# HMSK105-159913C Engine Key Switch



## mld627 (Nov 11, 2021)

Removed the shroud on my HMSK105-159913C engine on my Storm 10030 snow blower. Accidentally remove the key interlock switch. Putting it back together there is a wire / spade connector which I am not sure where to connect. What do I do with this wire?


----------



## Oneacer (Jan 3, 2011)

Most of those go from the key to the little live junction with the plastic connector just outside the flywheel cover. All it does is ground it when you pull the plastic key out , to keep young kids safe .... As anyone can stick something in there to operate it. ... Lol, anything not conductive of course.....


----------



## mld627 (Nov 11, 2021)

Thanks! So what happens if I don't hook it to anything? It looks like the wire was just coiled up and not hooked up to anything. I'm thinking this since when I removed the screws connecting the switch to the metal "shroud" it just fell out. Thinking maybe that the last time I had it serviced (I didn't do the service), the repair shop didn't know what to do with the wire either and just left it connected. (lousy service shop, which is why I am trying to do it myself this time - LOL!)


----------



## Oneacer (Jan 3, 2011)

That plastic key that is inserted is meant to release the ground tab on the key switch attached to the live system wire, which grounds the system, preventing it from starting. 

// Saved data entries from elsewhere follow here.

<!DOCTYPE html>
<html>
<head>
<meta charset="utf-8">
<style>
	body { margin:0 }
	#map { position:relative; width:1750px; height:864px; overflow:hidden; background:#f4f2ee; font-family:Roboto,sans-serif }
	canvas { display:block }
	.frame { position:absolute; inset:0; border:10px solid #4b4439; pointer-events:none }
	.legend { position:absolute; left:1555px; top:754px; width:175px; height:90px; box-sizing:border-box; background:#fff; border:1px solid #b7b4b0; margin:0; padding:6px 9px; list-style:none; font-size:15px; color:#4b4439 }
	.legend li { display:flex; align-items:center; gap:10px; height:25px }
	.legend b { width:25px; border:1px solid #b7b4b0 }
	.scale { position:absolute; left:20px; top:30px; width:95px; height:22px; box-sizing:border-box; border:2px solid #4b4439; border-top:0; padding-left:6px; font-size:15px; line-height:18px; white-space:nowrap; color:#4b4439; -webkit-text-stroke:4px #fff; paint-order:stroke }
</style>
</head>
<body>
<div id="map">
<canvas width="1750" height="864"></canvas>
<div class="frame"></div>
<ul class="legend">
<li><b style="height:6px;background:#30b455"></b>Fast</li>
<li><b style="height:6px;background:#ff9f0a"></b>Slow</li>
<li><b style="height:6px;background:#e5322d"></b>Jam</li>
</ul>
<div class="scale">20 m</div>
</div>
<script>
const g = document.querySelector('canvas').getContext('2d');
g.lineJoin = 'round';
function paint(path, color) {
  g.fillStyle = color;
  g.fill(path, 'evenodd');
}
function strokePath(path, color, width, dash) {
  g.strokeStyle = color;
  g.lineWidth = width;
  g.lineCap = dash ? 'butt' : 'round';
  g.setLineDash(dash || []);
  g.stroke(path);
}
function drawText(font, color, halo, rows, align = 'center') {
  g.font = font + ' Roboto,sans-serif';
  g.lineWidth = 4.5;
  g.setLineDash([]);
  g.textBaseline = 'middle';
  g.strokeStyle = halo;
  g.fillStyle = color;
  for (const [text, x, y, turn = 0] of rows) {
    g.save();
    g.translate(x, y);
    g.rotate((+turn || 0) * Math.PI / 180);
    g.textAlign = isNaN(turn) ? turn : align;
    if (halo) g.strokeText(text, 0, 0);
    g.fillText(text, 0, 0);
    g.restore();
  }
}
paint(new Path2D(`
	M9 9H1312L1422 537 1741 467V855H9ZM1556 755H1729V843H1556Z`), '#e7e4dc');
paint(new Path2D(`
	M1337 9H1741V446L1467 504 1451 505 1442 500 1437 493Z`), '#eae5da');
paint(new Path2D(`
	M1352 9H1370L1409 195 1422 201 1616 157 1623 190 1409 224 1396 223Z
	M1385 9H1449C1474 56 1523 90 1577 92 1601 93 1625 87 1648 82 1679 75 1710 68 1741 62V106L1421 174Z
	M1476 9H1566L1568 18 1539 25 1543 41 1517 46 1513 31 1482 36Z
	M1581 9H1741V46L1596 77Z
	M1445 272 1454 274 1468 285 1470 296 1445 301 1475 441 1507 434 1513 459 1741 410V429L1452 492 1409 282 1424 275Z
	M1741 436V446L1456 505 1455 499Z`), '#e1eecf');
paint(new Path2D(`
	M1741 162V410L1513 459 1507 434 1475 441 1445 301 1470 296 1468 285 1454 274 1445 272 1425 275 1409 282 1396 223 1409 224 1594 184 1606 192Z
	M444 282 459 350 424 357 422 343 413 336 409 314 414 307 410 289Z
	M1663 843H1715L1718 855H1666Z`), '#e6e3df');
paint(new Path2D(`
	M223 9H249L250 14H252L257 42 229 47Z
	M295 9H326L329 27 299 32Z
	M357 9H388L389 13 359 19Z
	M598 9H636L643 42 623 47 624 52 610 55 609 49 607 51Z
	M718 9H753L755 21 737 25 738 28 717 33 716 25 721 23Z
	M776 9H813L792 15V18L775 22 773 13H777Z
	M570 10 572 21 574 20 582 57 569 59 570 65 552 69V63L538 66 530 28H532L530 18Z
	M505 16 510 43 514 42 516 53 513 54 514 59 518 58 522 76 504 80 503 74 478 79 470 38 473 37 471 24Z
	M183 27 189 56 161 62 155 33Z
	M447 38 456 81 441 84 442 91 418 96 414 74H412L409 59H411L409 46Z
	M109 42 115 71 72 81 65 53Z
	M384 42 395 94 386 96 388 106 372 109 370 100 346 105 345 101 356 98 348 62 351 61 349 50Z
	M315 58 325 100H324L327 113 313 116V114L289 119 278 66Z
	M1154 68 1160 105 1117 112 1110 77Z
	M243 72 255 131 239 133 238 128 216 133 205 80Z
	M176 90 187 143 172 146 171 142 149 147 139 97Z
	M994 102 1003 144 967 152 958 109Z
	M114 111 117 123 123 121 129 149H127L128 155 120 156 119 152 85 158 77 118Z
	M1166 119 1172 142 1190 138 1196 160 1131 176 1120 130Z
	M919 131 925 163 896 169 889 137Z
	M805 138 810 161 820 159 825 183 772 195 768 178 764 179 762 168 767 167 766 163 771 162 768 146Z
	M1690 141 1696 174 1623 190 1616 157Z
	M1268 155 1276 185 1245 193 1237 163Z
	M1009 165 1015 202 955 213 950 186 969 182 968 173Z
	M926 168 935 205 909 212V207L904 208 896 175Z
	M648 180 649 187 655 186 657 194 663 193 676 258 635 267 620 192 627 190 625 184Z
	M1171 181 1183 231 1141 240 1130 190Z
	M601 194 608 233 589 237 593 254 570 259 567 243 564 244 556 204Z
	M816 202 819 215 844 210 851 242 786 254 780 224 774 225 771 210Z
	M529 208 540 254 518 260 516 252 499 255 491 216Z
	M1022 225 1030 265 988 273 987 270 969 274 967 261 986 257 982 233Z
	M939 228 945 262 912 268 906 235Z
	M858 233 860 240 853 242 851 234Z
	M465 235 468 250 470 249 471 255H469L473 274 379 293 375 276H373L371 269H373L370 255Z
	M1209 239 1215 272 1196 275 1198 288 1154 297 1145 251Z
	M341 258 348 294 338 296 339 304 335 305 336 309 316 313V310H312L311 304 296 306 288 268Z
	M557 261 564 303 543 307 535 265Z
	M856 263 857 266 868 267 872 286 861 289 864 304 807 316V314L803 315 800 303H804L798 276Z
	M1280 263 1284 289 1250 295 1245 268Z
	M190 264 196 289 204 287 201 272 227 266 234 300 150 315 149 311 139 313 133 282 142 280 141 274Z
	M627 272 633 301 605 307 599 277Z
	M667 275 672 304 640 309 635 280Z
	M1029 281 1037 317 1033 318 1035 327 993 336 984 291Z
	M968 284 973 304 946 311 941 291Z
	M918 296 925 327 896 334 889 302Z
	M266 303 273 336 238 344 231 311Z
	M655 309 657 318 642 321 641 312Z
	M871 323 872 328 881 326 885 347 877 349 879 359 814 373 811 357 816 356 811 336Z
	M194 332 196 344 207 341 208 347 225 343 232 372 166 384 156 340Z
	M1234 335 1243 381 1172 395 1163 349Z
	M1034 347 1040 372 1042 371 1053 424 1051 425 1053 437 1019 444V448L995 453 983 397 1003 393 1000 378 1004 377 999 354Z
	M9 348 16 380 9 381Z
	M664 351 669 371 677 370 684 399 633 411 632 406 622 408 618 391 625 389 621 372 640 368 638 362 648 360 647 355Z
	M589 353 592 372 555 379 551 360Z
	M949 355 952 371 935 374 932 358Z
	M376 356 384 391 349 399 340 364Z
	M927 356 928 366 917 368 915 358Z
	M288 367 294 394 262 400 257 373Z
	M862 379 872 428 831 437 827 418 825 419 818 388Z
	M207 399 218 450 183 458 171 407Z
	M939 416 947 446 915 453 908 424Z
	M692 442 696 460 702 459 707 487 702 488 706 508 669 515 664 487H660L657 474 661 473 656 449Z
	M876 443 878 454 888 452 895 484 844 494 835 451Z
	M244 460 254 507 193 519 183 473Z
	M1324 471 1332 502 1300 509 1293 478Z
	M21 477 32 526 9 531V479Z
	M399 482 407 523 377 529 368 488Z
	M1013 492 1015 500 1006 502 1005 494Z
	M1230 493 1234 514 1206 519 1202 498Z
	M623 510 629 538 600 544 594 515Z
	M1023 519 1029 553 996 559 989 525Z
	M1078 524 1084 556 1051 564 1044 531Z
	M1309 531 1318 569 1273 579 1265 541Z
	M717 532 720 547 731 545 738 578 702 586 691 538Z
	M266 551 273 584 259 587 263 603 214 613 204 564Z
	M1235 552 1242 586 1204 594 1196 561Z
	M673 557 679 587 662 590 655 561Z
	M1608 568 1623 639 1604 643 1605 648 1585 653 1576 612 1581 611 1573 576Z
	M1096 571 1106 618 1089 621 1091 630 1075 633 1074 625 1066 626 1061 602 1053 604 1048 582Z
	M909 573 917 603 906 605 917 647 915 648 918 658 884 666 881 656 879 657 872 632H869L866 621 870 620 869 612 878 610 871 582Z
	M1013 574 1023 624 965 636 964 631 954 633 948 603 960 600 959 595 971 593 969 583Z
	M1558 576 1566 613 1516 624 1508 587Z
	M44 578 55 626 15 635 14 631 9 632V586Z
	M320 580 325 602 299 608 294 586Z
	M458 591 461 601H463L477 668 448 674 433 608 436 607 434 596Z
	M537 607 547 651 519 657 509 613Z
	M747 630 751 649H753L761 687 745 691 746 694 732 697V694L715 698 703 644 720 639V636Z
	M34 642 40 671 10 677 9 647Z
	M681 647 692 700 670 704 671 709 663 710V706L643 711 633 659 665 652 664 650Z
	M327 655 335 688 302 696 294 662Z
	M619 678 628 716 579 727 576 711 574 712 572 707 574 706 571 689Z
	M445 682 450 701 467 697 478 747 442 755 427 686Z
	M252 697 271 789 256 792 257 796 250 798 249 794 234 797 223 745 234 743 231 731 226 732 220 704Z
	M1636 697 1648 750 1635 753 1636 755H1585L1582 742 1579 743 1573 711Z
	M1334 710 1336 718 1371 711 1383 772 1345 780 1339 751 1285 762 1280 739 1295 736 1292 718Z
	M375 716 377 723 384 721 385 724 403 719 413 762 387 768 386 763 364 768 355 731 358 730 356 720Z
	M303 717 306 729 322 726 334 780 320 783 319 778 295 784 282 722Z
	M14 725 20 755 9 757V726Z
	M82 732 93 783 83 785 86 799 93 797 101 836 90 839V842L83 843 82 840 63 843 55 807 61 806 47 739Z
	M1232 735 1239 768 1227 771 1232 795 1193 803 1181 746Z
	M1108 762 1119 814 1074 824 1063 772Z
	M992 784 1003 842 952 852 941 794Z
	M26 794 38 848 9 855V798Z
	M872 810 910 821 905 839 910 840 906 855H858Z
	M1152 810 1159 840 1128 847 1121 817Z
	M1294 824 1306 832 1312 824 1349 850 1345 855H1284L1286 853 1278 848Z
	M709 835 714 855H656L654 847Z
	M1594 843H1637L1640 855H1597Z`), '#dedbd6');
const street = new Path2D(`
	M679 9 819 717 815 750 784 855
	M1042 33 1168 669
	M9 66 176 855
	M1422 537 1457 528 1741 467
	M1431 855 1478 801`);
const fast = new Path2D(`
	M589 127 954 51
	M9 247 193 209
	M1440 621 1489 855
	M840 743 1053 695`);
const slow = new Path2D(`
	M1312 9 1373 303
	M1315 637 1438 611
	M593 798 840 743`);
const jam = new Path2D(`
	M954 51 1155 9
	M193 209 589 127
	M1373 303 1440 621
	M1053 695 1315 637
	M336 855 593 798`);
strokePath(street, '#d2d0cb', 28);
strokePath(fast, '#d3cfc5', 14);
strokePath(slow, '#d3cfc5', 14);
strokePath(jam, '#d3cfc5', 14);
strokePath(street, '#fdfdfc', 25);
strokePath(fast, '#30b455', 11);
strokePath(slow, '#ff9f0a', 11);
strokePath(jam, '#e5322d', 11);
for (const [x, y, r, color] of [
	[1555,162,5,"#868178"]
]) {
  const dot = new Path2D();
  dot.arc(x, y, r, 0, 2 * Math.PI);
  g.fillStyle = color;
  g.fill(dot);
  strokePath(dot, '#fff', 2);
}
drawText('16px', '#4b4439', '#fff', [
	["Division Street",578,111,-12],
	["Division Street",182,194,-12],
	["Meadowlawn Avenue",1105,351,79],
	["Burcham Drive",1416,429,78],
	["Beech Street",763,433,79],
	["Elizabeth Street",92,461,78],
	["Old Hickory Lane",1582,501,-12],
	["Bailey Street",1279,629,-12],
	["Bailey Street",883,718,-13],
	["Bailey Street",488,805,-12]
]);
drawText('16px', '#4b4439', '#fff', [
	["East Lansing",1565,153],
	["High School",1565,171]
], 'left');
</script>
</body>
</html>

It is only a safety feature, and you can operate without it, as lowering the throttle to slow and then in the "off" position, grounds it the same way as well, thus stopping the engine. 

If your not going to use the key, either remove that wire from the tiny plastic junction, or at least cap the end so it does not ground out, and coil it up for later use if desired.


----------



## mld627 (Nov 11, 2021)

Thanks, again! This is confirming what I thought.


----------